The salted black olive for the Thai olive rice does not come from Italy or Thailand but China. The olives used in this dish are preserved salted black olives that are large and elongated in shape, tapering at both ends almost to a point. Even the hard seed is sharply pointed on both ends. These olives are preserved either as a sweet-and-tart dry fruit your "kah nahs" that are wrapped in paper, or as salted black olives packed in brine used for cooking.
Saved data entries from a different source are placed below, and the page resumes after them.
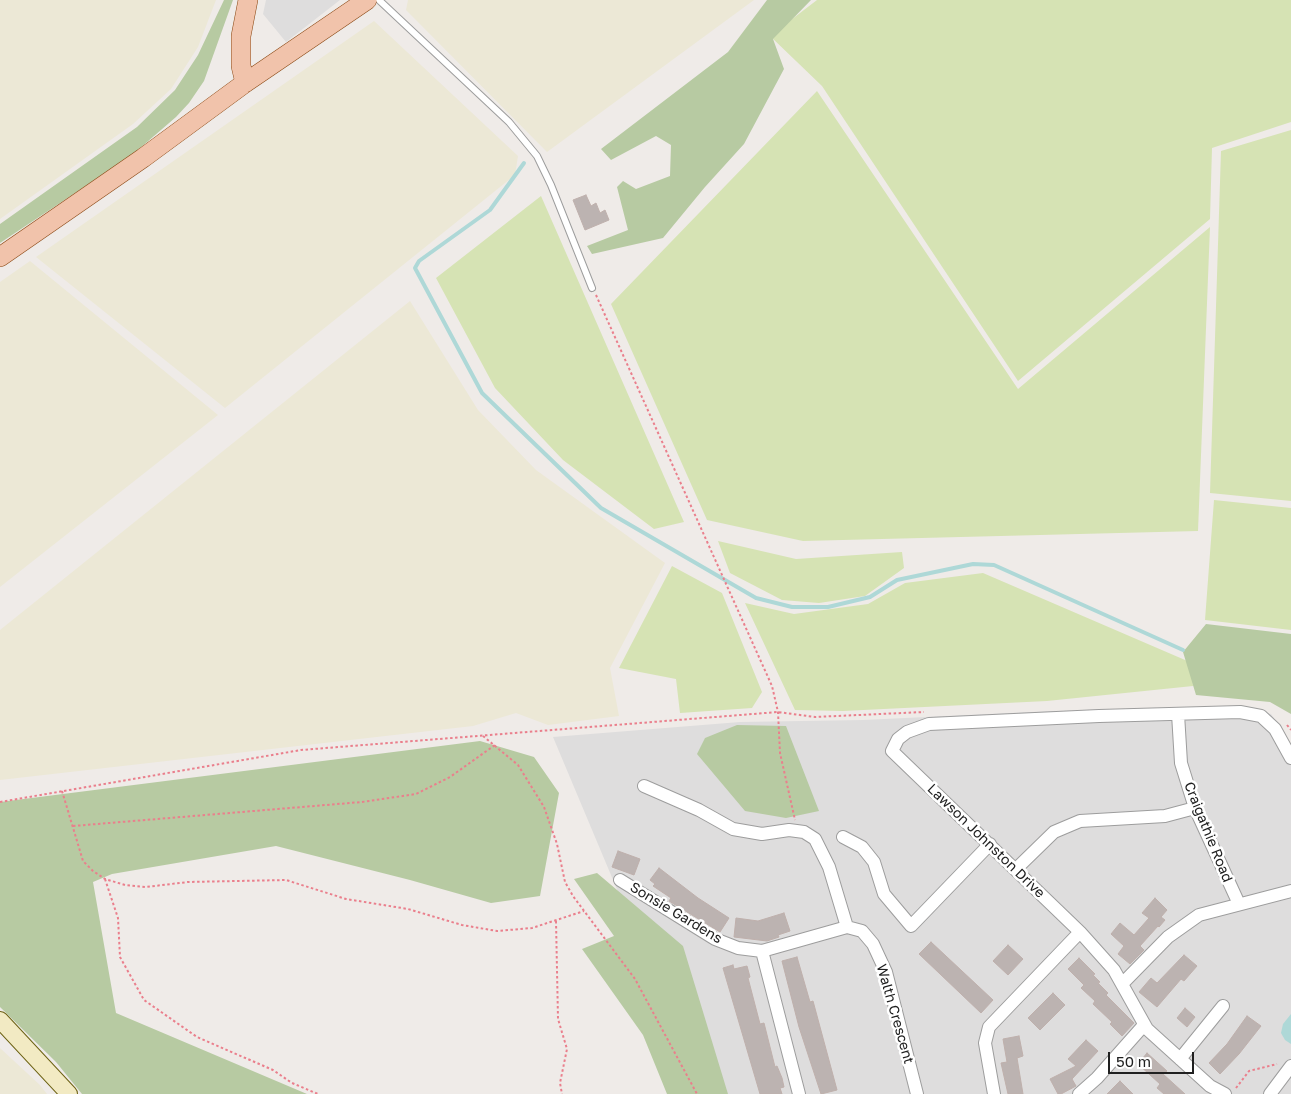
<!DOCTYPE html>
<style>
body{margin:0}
#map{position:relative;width:1291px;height:1094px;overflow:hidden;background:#efebe8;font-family:"Golos Text",sans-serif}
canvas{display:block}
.scale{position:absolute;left:1108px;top:1052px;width:86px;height:22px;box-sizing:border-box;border:2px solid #202020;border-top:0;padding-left:6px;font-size:15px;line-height:18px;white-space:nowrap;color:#202020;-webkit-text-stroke:4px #fff;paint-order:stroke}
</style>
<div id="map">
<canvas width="1291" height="1094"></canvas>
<div class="scale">50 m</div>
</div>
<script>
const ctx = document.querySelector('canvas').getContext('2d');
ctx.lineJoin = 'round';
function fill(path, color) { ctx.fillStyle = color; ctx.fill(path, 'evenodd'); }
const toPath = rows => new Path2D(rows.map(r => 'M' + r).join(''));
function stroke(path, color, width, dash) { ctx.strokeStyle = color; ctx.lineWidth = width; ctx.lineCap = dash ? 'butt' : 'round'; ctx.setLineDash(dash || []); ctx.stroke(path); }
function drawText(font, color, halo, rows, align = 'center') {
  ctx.font = font + ' "Golos Text",sans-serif'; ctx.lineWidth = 5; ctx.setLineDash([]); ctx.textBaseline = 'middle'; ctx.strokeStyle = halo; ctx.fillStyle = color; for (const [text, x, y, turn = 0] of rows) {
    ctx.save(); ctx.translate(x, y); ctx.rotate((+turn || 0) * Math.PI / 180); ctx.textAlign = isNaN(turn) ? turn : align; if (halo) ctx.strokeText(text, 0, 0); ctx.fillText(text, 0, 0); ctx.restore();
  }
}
fill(toPath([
 [266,0,340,0,286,42,263,14],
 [1248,707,1271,714,1281,728,1291,746,1291,1094,716,1094,637,937,553,737,740,722,863,720,1053,711]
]), '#dedddd');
fill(toPath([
 [0,0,216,0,198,47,171,89,133,124,0,219],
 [408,0,754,0,547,152,406,10],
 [374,21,518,156,515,175,225,408,36,257],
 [30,261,218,415,0,587,0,282],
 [410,301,478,410,536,470,665,563,610,668,619,716,548,725,516,713,473,726,0,780,0,630],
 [0,1048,40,1085,47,1094,0,1094]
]), '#ece8d6');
fill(toPath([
 [817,0,1291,0,1291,122,1212,148,1210,219,1018,381,822,86,770,36],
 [817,91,1018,389,1210,227,1198,531,803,541,707,520,611,304],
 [1291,130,1291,501,1210,493,1221,151],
 [541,196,684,522,654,529,563,460,495,388,436,278],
 [1214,500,1291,508,1291,630,1205,620],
 [718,541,796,559,902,552,904,568,865,596,819,603,782,600,730,573],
 [672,566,722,593,762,692,752,708,680,713,676,679,619,668],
 [983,573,1192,663,1193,686,1047,701,843,711,795,710,745,603,794,614,868,604,905,583]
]), '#d6e3b4');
fill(toPath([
 [224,0,233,0,204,81,189,103,176,117,132,155,0,243,0,224,137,127,175,90,198,55],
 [767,0,811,0,773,39,784,69,744,144,705,187,663,238,592,254,587,246,628,230,617,187,623,181,636,189,670,176,671,145,656,136,611,160,601,149,728,52],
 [1206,624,1291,634,1291,714,1270,702,1196,695,1183,652],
 [737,725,786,726,819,811,786,818,745,811,697,754,705,738],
 [480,741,534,757,559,793,540,896,491,903,410,880,276,846,112,874,93,882,116,1013,307,1094,82,1094,56,1062,0,1007,0,802],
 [597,873,683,946,728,1094,667,1094,643,1035,582,949,614,936,574,879]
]), '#b7caa2');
fill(toPath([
 [1291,1014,1291,1044,1285,1040,1281,1033,1283,1024]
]), '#aed8d7');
stroke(toPath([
 [524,163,490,210,419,261,415,268,482,393,601,508,756,598,792,607,828,607,870,597,897,580,973,564,994,565,1183,650]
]), '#aed8d7', 4);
const building = toPath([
 [586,195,591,206,596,203,600,213,605,210,609,220,585,230,573,200,586,195],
 [618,851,640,859,634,875,612,867,618,851],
 [659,868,698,898,729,918,720,932,669,901,671,898,653,886,655,884,650,880,659,868],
 [1155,898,1167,910,1161,917,1165,920,1159,927,1158,926,1140,946,1144,950,1130,964,1118,954,1124,946,1111,934,1120,923,1134,935,1149,918,1142,913,1155,898],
 [784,913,790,931,778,935,779,937,767,941,734,937,736,918,758,921,784,913],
 [931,942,993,1000,981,1013,919,954,931,942],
 [1008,945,1023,959,1008,975,993,961,1008,945],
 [1184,955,1197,966,1184,981,1181,979,1157,1007,1139,992,1151,978,1157,983,1184,955],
 [797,957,810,1002,813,1001,837,1090,821,1094,799,1027,782,961,797,957],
 [1079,958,1095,974,1093,975,1100,982,1098,983,1108,993,1106,995,1134,1023,1122,1036,1110,1024,1112,1022,1093,1004,1095,1001,1081,988,1084,985,1068,969,1079,958],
 [733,965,734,969,747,966,750,977,748,978,760,1024,764,1023,775,1067,777,1066,782,1078,784,1087,780,1088,782,1094,760,1094,723,968,733,965],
 [1053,993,1065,1005,1040,1030,1028,1018,1053,993],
 [1185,1008,1195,1017,1187,1027,1177,1018,1185,1008],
 [1247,1016,1261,1026,1239,1054,1220,1074,1209,1063,1227,1044,1247,1016],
 [1019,1036,1023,1056,1017,1058,1023,1094,1008,1094,1001,1063,1007,1062,1003,1039,1019,1036],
 [1086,1040,1098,1051,1072,1079,1076,1086,1061,1094,1058,1094,1050,1079,1076,1066,1068,1059,1086,1040],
 [1147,1053,1167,1071,1163,1074,1185,1094,1164,1094,1157,1088,1160,1084,1138,1064,1147,1053],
 [1120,1081,1133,1094,1107,1094,1120,1081]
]);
fill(building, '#bcb3b1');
stroke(building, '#bfb0ac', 1);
const lane = toPath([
 [379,0,509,122,537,156,551,185,592,288]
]);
const street = toPath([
 [1178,714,1181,763,1195,808,1239,904],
 [644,786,699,810,733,829,762,834,789,830,804,832,815,839,829,867,847,927,862,931,873,944,886,972,917,1094],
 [843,837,862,847,874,862,884,894,911,926,990,844],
 [1016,869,1054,832,1080,821,1165,816,1195,808],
 [620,880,715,939,738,948,762,951,847,927],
 [1080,932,892,751,898,739,907,732,929,724,1099,716,1240,712,1261,716,1275,729,1291,758],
 [762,951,799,1094],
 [1122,984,1168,937,1199,915,1291,891],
 [1180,1059,1223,1006],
 [994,1094,985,1043,989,1027,1080,932,1114,970,1147,1029,1210,1086,1225,1094],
 [1079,1094,1097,1078,1144,1025],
 [1270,1094,1291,1066]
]);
const secondary = toPath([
 [0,1020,69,1094]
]);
const primary = toPath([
 [245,83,241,66,241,36,248,0],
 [0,257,143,158,245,83,367,0]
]);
stroke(lane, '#9d9d9d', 8);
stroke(street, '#9d9d9d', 14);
stroke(secondary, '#6c6112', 18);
stroke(primary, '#8a4712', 20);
stroke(toPath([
 [596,295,772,686,778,712,780,753,795,820],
 [1287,725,1291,730],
 [483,736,518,765,544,807,557,844,565,882,573,896,635,979,697,1094],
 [62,791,83,861,93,871,105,879,125,885,146,887,188,882,286,880,346,899,408,909,462,925,497,931,532,928,584,911],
 [0,802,301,750,778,712,815,717,924,712],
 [73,826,362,802,416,794,450,777,495,745],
 [105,879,118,918,120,957,144,1000,197,1037,273,1070,292,1083,318,1094],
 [556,921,558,1019,567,1049,560,1083,562,1094],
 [1236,1088,1249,1071,1277,1064]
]), '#ea7f8c', 2, [2.5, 2.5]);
stroke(lane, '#fff', 6);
stroke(street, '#fff', 12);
stroke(secondary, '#f2eac3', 16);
stroke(primary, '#f1c3ab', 19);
drawText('14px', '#202020', '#fff', [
 ["Craigathie Road",1208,832,68],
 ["Lawson Johnston Drive",986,841,44],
 ["Sonsie Gardens",676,913,31],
 ["Walth Crescent",895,1014,74]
]);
</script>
It took me a while to figure out they were what the dry goods grocers here would refer to "kiam kah nah"', literally salted olives. This is different from the bottled olive vegetable that you find on the shelves of supermarkets. Kiam kah nah is only found at your mom n pop shop at the wet market.
Teochews and Hokkiens migrated into then Siam to work, trade and search for a better chance to improve their lot in life. Large numbers of them settled in South East Asia, from Thailand into Malaysia and all the way to Singapore. Among the foods they introduced was the preserved salted black olive which, like many salted foods, provided an inexpensive way to flavor a lot of rice and porridge for those yet to find their fortunes.
3 tablespoons vegetable oil
1/2 cup minced chicken meat
2-3 cloves garlic, minced
3 cups cooked rice
10-15 sprigs coriander, chopped
5 salted Chinese olives, pureed
Over medium heat, add oil to a wok. Quickly add chopped garlic and stir. Add ground minced chicken meat and pureed Chinese olives.
When the meat is cooked, add rice and stir. Gently break up small clumps of rice with the back of your spatula to coat it with the olives. Your rice will turn brownish black at this point. Taste and see if the fried rice is not too salty. If it is too salty, add more rice. Conversely you can also add more fish sauce, but I normally find the salted Chinese olives contribute more than enough salt.
Put the fried rice in a plate. Sprinkle the chopped coriander on top. Add lime pieces, cashew nuts and cucumber on the side. Add shrimps if you wish.